Toy key value store for CS 380D (Distributed Computing I)
This project implements an eventually consistent key-value store. Each entry in the key-value store are a pair of strings. The system consists of clients and servers. Servers store the data and perform updates when asked by the clients. Clients are be able to perform the following operations:
- Put a new entry into the store
- Get the value associated with a key
The system guarantees eventual consistency plus two session guarantees:
- Read Your Writes - If a client has written a value to a key, it will never read an older value.
- Monotonic Reads - If a client has read a value, it will never read an older value.
If a client tries to perform a get
operation when one of the properties isn’t satisfied, the replica that doesn’t satisfy the client’s dependencies returns ERR_DEP
. If the key is not present instead, the replica will return ERR_KEY
.
Master program provides a programmatic interface with the key-value store. The master program keeps track of and also sends command messages to all servers and
clients. More specifically, the master program reads a sequence of newline delineated commands from stdin
ending with EOF which interact with the key-value store and, when instructed to, will display output from the key-value store to stdout
.
Command | Summary |
---|---|
joinServer [id] |
Starts a server and will connect this server to all other servers in the system. |
killServer [id] |
Immediately kills a server. It blocks until the server is stopped. |
joinClient [clientId] [serverId] |
Starts a client and connects it to the specified server. |
breakConnection [id1] [id2] |
Breaks the connection between a client and a server or between two servers. |
createConnection [id1] [id2] |
Creates or restores the connection between a client and a server or between two servers. |
stabilize |
Blocks until all values are able to propagate to all connected servers. |
printStore [id] |
Prints out a server’s key-value store. |
put [clientId] [key] [value] |
Tells a client to associate the given value with the key. |
get [clientId] [key] |
Tells a client to attempt to get the key associated with the given value (can return ERR_DEP or ERR_KEY ). |
printMemberList [id] |
Prints the server membership list of server [id]. |
- Go 1.6.2
- Color package for Go (The Makefile will automatically install it locally if you do not have it.)

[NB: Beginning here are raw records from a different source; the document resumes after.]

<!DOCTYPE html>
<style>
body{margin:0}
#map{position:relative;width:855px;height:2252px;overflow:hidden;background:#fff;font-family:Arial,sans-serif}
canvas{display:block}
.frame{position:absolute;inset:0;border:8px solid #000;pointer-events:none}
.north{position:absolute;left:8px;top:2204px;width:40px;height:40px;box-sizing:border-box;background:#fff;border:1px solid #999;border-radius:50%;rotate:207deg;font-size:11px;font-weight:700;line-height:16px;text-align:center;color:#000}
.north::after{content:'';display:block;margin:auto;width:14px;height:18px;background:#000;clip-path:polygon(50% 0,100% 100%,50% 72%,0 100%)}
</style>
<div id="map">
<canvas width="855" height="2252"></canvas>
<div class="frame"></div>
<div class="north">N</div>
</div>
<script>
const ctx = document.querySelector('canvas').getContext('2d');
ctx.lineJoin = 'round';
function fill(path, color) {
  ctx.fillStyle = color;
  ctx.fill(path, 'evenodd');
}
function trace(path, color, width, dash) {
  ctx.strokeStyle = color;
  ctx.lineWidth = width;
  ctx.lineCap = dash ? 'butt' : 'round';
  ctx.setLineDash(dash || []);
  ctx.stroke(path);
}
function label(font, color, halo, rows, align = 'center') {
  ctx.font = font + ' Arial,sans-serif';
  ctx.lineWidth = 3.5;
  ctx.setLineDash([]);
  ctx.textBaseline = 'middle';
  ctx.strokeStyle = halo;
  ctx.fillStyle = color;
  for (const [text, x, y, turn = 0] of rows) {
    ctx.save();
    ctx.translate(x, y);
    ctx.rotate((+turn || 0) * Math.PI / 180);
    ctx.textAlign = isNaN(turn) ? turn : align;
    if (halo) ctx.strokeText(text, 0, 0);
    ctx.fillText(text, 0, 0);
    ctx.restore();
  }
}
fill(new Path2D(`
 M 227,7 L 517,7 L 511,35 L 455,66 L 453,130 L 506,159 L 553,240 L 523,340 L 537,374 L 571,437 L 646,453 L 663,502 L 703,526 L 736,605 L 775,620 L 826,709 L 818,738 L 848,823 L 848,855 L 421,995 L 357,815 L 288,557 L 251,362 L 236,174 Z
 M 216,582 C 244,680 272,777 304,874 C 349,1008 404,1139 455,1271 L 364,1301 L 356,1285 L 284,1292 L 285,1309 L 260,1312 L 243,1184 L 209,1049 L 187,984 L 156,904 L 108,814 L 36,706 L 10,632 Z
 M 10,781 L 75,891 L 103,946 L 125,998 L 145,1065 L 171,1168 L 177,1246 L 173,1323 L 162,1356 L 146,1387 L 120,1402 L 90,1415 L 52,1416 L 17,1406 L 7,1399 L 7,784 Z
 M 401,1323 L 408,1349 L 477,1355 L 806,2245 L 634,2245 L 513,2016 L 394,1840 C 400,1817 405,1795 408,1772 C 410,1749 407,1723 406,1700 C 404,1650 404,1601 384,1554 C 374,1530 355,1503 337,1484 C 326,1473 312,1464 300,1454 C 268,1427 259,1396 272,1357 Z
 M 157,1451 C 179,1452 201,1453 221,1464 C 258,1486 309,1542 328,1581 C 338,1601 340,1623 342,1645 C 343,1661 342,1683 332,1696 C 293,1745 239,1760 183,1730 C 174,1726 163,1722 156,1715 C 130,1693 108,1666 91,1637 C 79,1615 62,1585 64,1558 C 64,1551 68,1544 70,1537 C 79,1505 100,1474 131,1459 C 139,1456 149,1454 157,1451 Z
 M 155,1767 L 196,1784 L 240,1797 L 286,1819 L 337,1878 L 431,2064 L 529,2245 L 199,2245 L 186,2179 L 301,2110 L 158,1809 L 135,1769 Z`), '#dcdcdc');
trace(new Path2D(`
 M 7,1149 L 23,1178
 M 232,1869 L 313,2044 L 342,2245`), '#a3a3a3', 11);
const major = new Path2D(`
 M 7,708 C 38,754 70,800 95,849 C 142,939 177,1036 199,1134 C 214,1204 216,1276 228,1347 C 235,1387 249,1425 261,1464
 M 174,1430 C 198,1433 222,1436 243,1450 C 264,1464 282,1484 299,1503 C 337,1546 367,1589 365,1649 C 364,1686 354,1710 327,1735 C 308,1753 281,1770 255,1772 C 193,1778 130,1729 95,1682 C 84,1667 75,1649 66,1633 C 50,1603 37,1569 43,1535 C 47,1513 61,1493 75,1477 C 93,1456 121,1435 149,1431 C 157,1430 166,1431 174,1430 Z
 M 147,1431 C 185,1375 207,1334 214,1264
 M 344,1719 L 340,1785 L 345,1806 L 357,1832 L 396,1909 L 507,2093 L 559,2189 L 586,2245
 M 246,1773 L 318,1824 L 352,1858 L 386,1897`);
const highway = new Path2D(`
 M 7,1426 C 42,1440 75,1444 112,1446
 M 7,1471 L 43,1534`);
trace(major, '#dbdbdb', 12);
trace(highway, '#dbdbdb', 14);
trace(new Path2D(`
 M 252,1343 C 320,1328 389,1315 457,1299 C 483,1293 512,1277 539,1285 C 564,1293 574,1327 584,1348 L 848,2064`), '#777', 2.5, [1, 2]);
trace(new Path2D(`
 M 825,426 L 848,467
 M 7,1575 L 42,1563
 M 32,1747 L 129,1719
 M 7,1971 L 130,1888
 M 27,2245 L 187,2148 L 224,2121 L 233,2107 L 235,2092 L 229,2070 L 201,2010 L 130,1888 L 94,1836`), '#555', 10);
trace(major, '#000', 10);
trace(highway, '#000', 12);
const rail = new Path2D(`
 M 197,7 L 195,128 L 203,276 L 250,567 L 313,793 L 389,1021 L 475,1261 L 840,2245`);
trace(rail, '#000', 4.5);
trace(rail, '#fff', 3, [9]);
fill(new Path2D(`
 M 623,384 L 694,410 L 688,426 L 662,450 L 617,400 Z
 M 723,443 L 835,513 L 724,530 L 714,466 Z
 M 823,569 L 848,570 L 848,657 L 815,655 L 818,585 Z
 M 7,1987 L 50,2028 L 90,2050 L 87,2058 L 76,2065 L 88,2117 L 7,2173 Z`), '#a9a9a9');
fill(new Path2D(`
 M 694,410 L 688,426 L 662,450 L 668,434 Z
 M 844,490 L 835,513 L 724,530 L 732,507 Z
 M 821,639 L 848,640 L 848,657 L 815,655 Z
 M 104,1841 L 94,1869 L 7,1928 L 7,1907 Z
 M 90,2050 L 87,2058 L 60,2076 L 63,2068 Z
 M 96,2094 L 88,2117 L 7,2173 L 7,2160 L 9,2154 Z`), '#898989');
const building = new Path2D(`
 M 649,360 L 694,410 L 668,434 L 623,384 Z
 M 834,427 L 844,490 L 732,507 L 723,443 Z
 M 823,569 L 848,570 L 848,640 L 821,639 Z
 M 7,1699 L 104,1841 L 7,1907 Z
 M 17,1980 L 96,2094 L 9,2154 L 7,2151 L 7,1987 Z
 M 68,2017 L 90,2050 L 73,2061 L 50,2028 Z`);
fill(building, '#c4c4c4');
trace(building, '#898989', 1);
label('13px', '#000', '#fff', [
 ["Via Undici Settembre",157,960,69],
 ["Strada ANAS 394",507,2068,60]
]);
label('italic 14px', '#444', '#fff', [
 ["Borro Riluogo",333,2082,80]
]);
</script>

The code can be compiled as follows:
$ make
All commands to the key-value store go through the master
. Either the commands can be given to the master by stdin
in console:
$ ./master
or you can pass a text file (cmds.txt
) with the list of commands to be run:
$ ./master < cmds.txt
It might happen that once you terminate the master
program, a number of serverNode
and clientNode
process are up and later execution of joinServer
and joinClient
commands may throw errors because the port numbers might still be in use. The makefile allows you to automatically kill such processes.
$ make cleanup
Killing stray server and client processes... done.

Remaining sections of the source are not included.